Basics of logistic regression

Fri, Mar 06, 2026

Recap and look ahead

We’ve been working to get to this point where we can understand the basics of logistic regression and that’s what we’ll do today. We’ll apply it when we get back together after Spring break.

Overview

We have data of the form \(\{(x_i,y_i)\}_{i=1}^n\), where

  • Each \(x_i\) is a continuous, numeric variable and
  • Each \(y_i\) is binary outcome - either \(0\) or \(1\).

We wish to model this data using a random variable \(Y\) that depends on a random variable \(X\). We might say that our data consists of observations of the form \((X,Y)\).

Illustration

In this picture, the data is drawn as dots at the levels \(y=0\) and \(y=1\). The curve represents \(P(Y=1|X)\), i.e. the probability that \(Y=1\) given an \(X\) value. As \(x\) increases, the outcomes become more likely so that the probability curve is increasing. The probability \(P\) must stay between zero and one, though, so we have asymptotic behavior.

Reasonable data

We expect this simplest type of logistic regression to be applicable when we have a binary output variable that depends upon an input variable.
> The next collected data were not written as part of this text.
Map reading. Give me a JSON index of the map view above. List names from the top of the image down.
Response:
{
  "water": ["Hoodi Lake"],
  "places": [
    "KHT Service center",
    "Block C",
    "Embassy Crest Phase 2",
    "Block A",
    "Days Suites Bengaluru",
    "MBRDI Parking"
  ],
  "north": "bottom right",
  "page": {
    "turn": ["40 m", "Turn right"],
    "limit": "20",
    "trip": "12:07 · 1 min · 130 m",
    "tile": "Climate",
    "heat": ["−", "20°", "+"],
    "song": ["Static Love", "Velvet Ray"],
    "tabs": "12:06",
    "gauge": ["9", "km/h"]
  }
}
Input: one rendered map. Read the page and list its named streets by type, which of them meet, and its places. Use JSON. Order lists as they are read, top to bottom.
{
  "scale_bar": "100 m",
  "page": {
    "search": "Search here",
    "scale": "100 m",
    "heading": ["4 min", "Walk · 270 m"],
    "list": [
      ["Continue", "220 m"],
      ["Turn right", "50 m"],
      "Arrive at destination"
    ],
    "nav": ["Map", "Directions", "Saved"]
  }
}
Examples include,

  • Successful treatment as a function of dosage,
  • Passing grade as a function of study time,
  • Victory in a competition as a function of rating difference.

There are generalizations that allow for more inputs and outputs. For example, what the next word after I type all of

The model

We fit the data with a model called the sigmoid model, which can be expressed in terms of parameters \(a\) and \(b\):

\[ f_{a,b}(x) = \sigma(ax+b) = \frac{1}{1+e^{-(ax+b)}}. \]

The logistic task

Like linear regression, our objective is to find values for the parameters \(a\) and \(b\) such that the model function \(\sigma(ax+b)\) provides the “best fit” to given data.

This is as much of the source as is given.